Apparently from the former anchor of Global National, Kevin Newman (unless there's another Canadian journo named Kevin Newman...)

To be fair, there hasn't been a peep about CANSOF elements deployed, or what they have been up to. As we all know, JTF2 is notoriously secretive about their operations, as is CSOR (minus some of their training partnerships, which they have been more public about.)

Just because we hear about British and French SOF elements going into the city to rescue people, doesn't mean CANSOF hasn't been doing the same - perhaps even a day or two before the British & French started doing so. <hint hint>


Some of JTF2's finest moments - successful operations that we as a nation are immensely proud of, and that the international SOF community is in absolute admiration of - have only come to light years after they happened. It wouldn't surprise me one bit if those types of things are also occurring now, during all of this.
 
You are all missing the point, Had the Taliban wanted to shut down the Kabul airport,
They're keeping it open in the hopes that we take the ANA with us so the Taliban don't have to deal with trying to train them.


The one that impressed me was when they hit us to exactly coincide with the regular Wednesday alarm test that everyone knew was coming. That was nicely done.
Yup! If only our INT "there could be an IED on this road" updates were as punctual.
 
To be fair, there hasn't been a peep about CANSOF elements deployed, or what they have been up to. As we all know, JTF2 is notoriously secretive about their operations, as is CSOR (minus some of their training partnerships, which they have been more public about.)

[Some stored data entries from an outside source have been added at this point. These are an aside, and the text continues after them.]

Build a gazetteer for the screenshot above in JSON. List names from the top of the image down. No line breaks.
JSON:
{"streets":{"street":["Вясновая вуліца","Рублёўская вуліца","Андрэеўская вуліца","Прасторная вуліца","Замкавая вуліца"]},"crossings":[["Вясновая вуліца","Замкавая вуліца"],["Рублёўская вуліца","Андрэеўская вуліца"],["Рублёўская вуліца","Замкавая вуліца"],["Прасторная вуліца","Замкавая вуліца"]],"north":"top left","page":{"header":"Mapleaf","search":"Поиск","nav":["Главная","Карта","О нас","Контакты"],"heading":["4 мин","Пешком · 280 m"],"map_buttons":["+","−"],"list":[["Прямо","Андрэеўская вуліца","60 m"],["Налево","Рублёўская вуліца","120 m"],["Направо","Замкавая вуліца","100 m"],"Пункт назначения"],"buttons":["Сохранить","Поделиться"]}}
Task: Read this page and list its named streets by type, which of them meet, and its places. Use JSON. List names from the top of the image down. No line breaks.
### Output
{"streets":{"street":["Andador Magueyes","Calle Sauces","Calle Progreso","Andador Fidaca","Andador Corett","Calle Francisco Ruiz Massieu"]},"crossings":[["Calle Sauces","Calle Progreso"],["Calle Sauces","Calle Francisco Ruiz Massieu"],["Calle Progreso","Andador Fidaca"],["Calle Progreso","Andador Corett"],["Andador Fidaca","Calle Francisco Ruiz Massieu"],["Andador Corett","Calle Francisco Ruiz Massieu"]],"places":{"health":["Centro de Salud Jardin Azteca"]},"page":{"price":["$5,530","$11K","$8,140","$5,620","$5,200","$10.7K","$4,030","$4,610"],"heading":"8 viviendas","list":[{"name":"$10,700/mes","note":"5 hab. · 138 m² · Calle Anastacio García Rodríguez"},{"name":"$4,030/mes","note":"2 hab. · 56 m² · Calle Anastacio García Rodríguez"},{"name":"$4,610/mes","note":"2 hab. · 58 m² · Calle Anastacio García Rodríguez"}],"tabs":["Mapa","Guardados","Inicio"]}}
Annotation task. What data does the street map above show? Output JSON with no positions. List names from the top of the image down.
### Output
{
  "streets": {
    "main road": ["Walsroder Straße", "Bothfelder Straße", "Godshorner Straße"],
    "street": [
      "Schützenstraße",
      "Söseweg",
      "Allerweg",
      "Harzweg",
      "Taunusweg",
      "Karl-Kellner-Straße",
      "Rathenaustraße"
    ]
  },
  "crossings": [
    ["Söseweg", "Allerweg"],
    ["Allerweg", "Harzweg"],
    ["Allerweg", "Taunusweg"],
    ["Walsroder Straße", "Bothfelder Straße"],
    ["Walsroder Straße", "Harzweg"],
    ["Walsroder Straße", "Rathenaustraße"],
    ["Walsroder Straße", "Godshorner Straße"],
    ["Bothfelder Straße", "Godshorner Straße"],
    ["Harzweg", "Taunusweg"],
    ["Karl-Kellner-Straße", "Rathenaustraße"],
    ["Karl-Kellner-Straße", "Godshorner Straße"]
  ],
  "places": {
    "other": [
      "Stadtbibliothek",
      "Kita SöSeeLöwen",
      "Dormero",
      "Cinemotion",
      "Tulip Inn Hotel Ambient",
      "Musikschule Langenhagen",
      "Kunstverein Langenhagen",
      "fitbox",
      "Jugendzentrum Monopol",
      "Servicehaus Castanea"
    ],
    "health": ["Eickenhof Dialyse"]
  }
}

Just because we hear about British and French SOF elements going into the city to rescue people, doesn't mean CANSOF hasn't been doing the same - perhaps even a day or two before the British & French started doing so. <hint hint>
I like this approach. SEALS haven’t been honking their horn either.
White. Toyota. Corolla.
Don’t forget yellow, or white and yellow. 😉
 
Just because we hear about British and French SOF elements going into the city to rescue people, doesn't mean CANSOF hasn't been doing the same - perhaps even a day or two before the British & French started doing so.
There were mentions in the media up to about a week ago that elements of CANSOF were involved in the planned evacuation.
 
I wouldn't be surprised we suddenly had the route to the airport open up, and then in about 2040 have the files declassified that CANSOF and JTF2 were upto shit in the shadows
 
We’ll probably never get the stories… But in two years or so I suspect we’ll see a raft of citations from Rideau Hall reading “x members of CANSOFCOM were awarded y decoration. For reasons of operational security, further details cannot be disclosed.”
 
The Line has a distressingly accurate and likely too flattering view of the Government's response. We are no longer a serious country.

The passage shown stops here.